Dataset records —
-.-.-
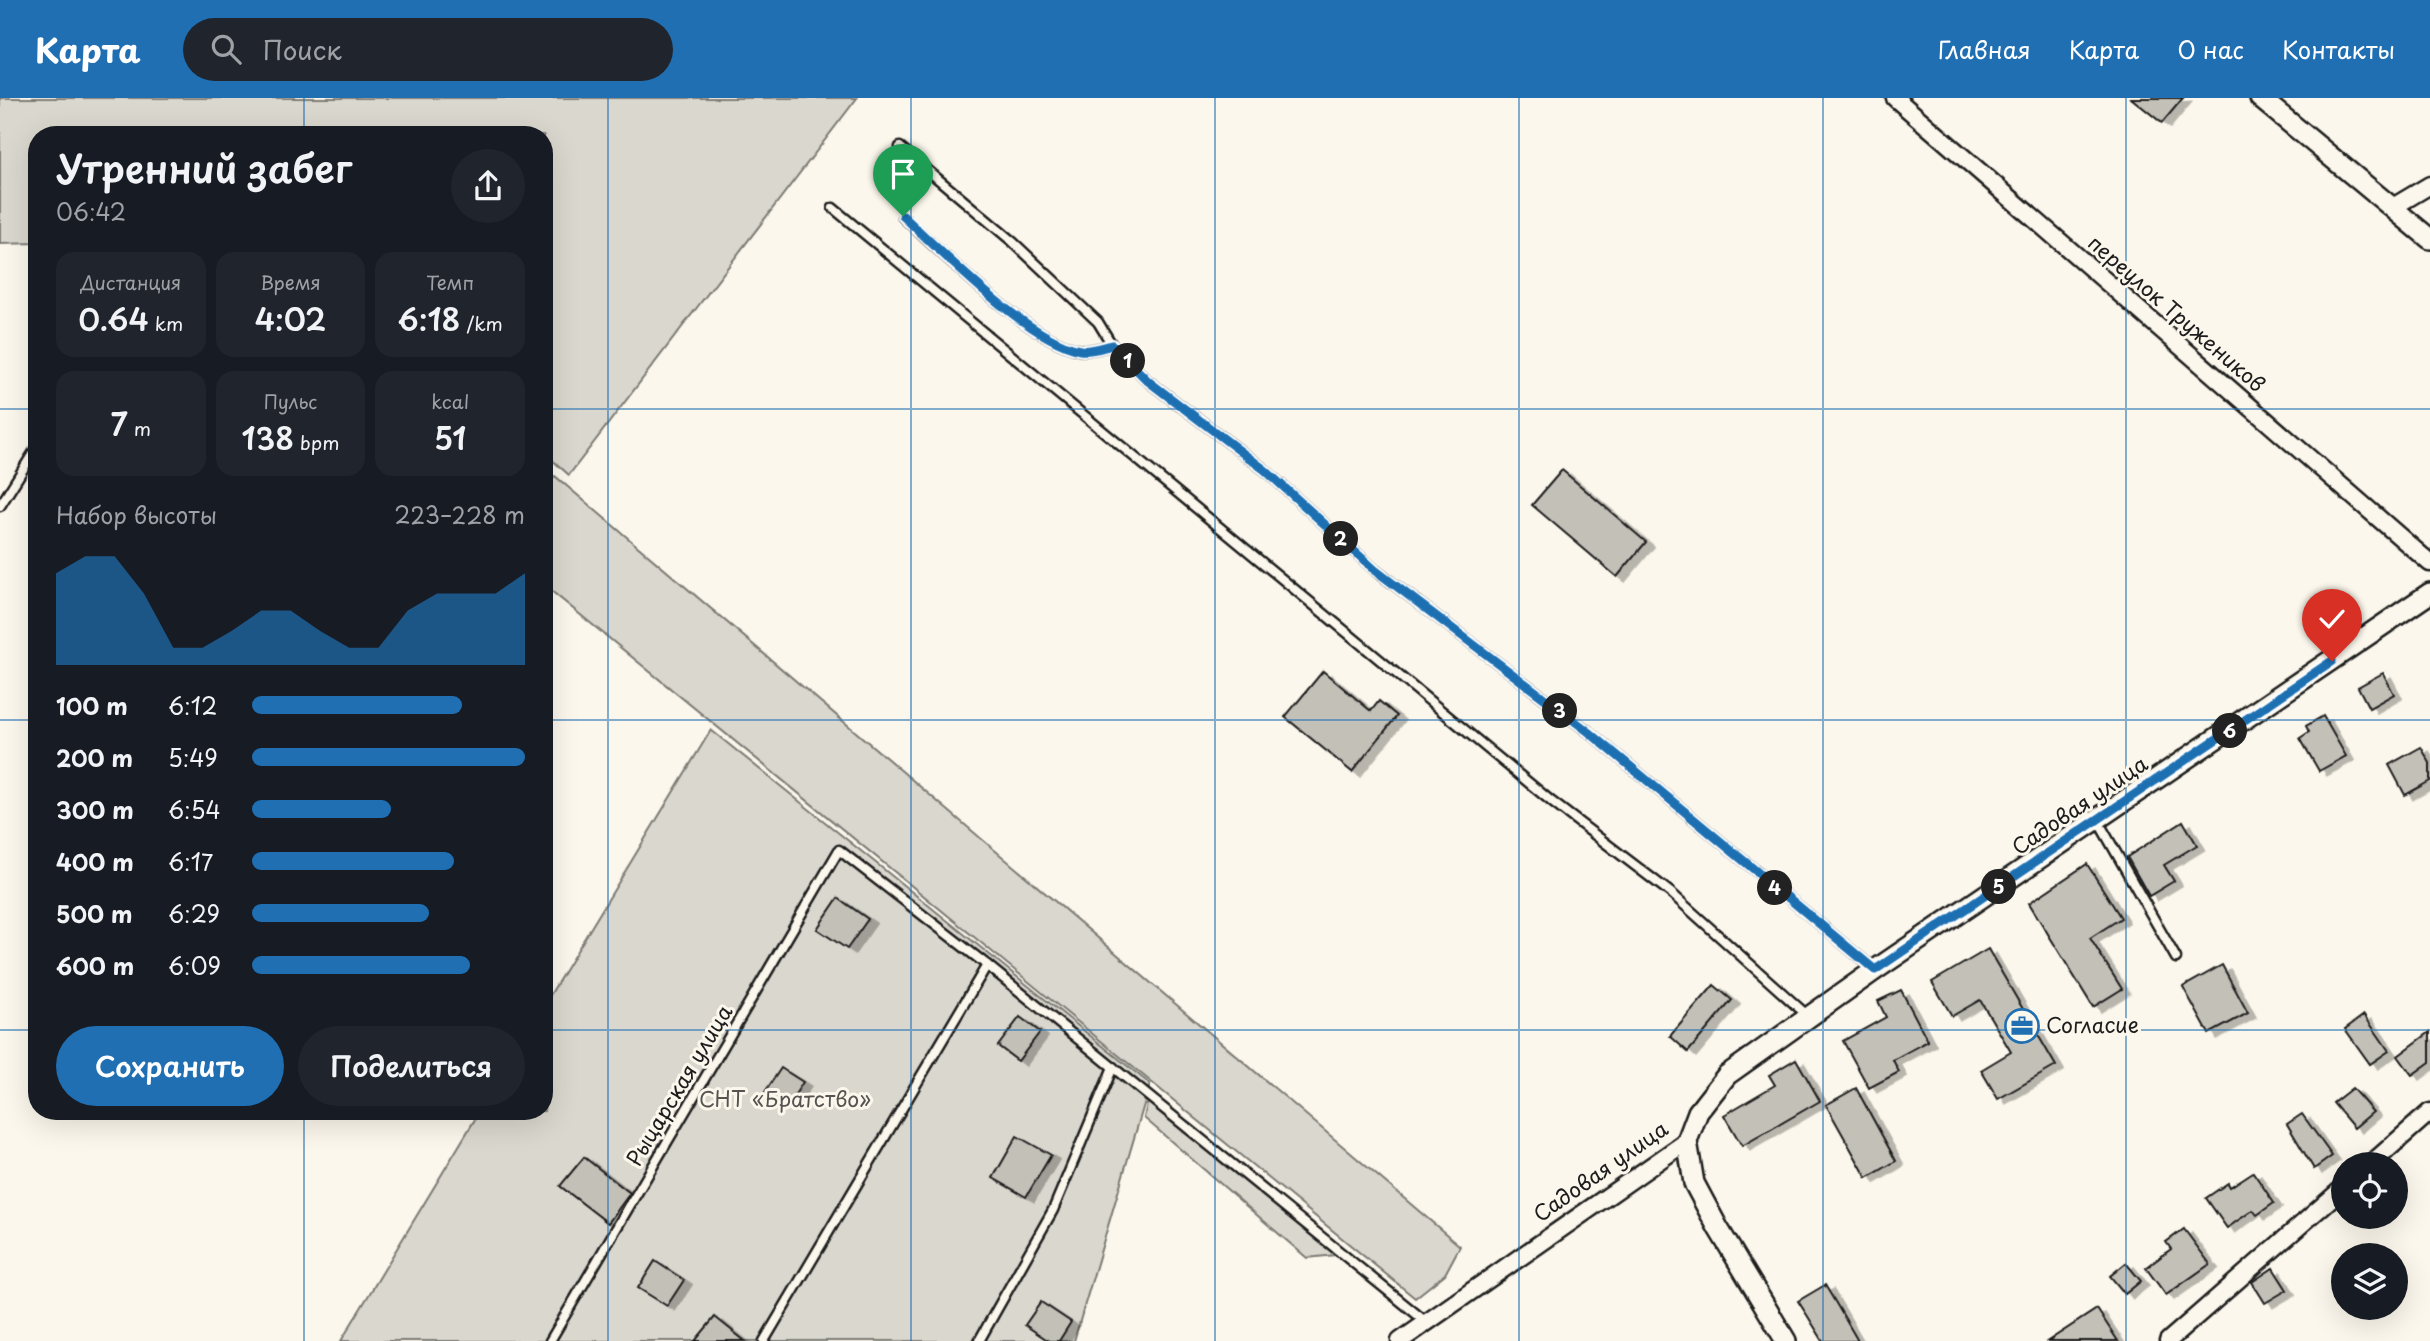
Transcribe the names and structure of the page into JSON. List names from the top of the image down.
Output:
{
  "streets": {
    "street": ["переулок Тружеников", "Садовая улица"],
    "lane": ["Рыцарская улица"]
  },
  "parks": ["СНТ «Братство»"],
  "places": {
    "office": ["Согласие"]
  },
  "page": {
    "header": "Карта",
    "search": "Поиск",
    "nav": [
      "Главная",
      "Карта",
      "О нас",
      "Контакты"
    ],
    "heading": ["Утренний забег", "06:42"],
    "stats": [
      ["Дистанция", "0.64 km"],
      ["Время", "4:02"],
      ["Темп", "6:18 /km"],
      ["7 m"],
      ["Пульс", "138 bpm"],
      ["kcal", "51"]
    ],
    "pins": [
      "1",
      "2",
      "3",
      "6",
      "5",
      "4"
    ],
    "chart": ["Набор высоты", "223–228 m"],
    "list": [
      {
        "name": "100 m",
        "note": "6:12"
      },
      {
        "name": "200 m",
        "note": "5:49"
      },
      {
        "name": "300 m",
        "note": "6:54"
      },
      {
        "name": "400 m",
        "note": "6:17"
      },
      {
        "name": "500 m",
        "note": "6:29"
      },
      {
        "name": "600 m",
        "note": "6:09"
      }
    ],
    "buttons": ["Сохранить", "Поделиться"]
  }
}
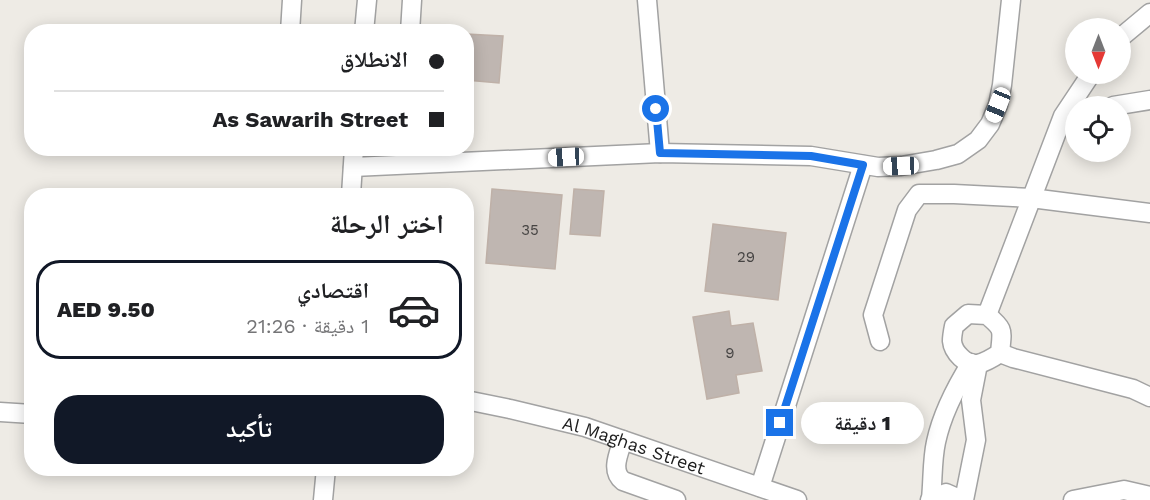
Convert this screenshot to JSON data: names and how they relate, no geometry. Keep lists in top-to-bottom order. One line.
{"streets":{"street":["Al Maghas Street"]},"house_numbers":["35","29","9"],"north":"bottom","page":{"banner":["الانطلاق","As Sawarih Street"],"heading":"اختر الرحلة","list":[{"name":"اقتصادي","note":"1 دقيقة · 21:26","value":"AED 9.50"}],"buttons":"تأكيد","bubble":"1 دقيقة"}}
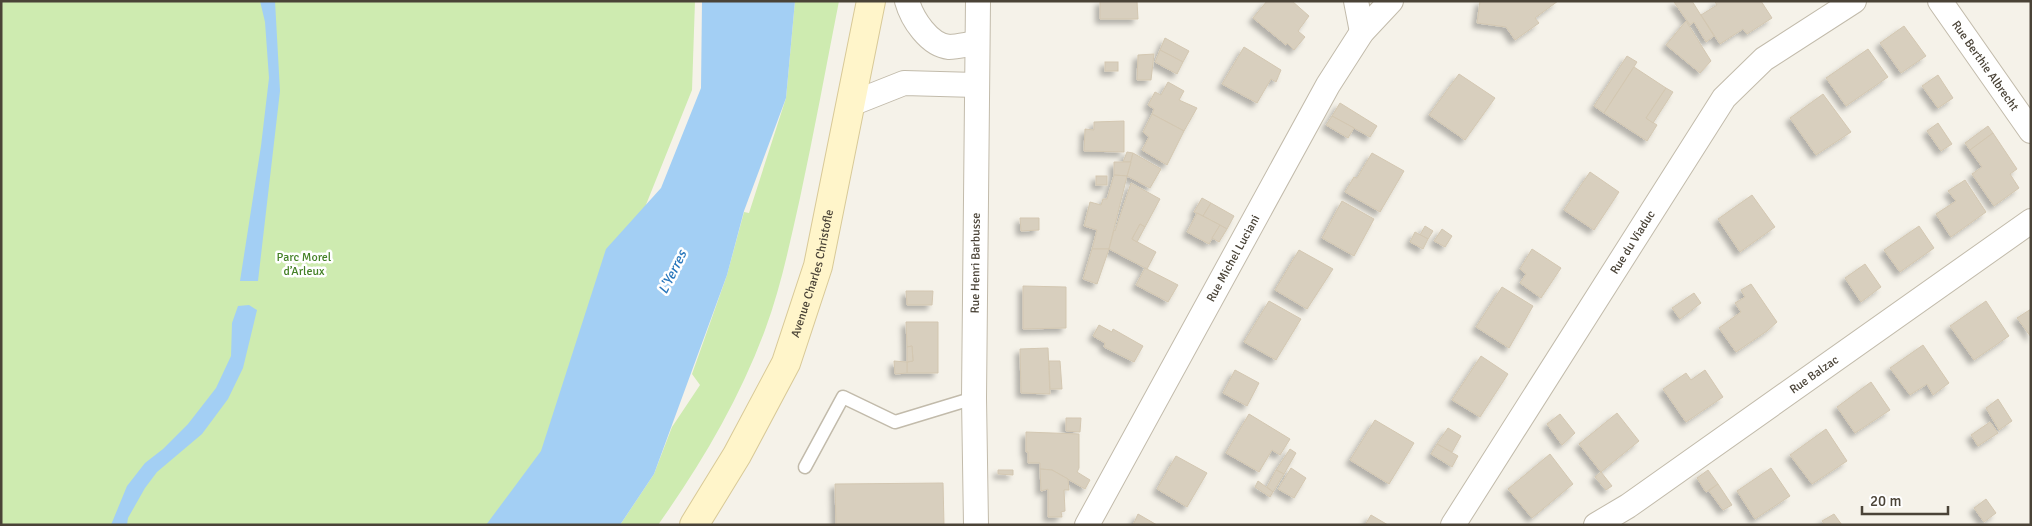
-.-.-
WHAT YOU WILL DO — The answer is the run of lines from the one with "Convert this screenshot" through the final line of the data, copied exactly, and nothing else; no pictures.

ANSWER TO THE EXERCISE —
Convert this screenshot to JSON data: names and how they relate, no geometry. Keep lists in top-to-bottom order. One line.
{"streets":{"street":["Al Maghas Street"]},"house_numbers":["35","29","9"],"north":"bottom","page":{"banner":["الانطلاق","As Sawarih Street"],"heading":"اختر الرحلة","list":[{"name":"اقتصادي","note":"1 دقيقة · 21:26","value":"AED 9.50"}],"buttons":"تأكيد","bubble":"1 دقيقة"}}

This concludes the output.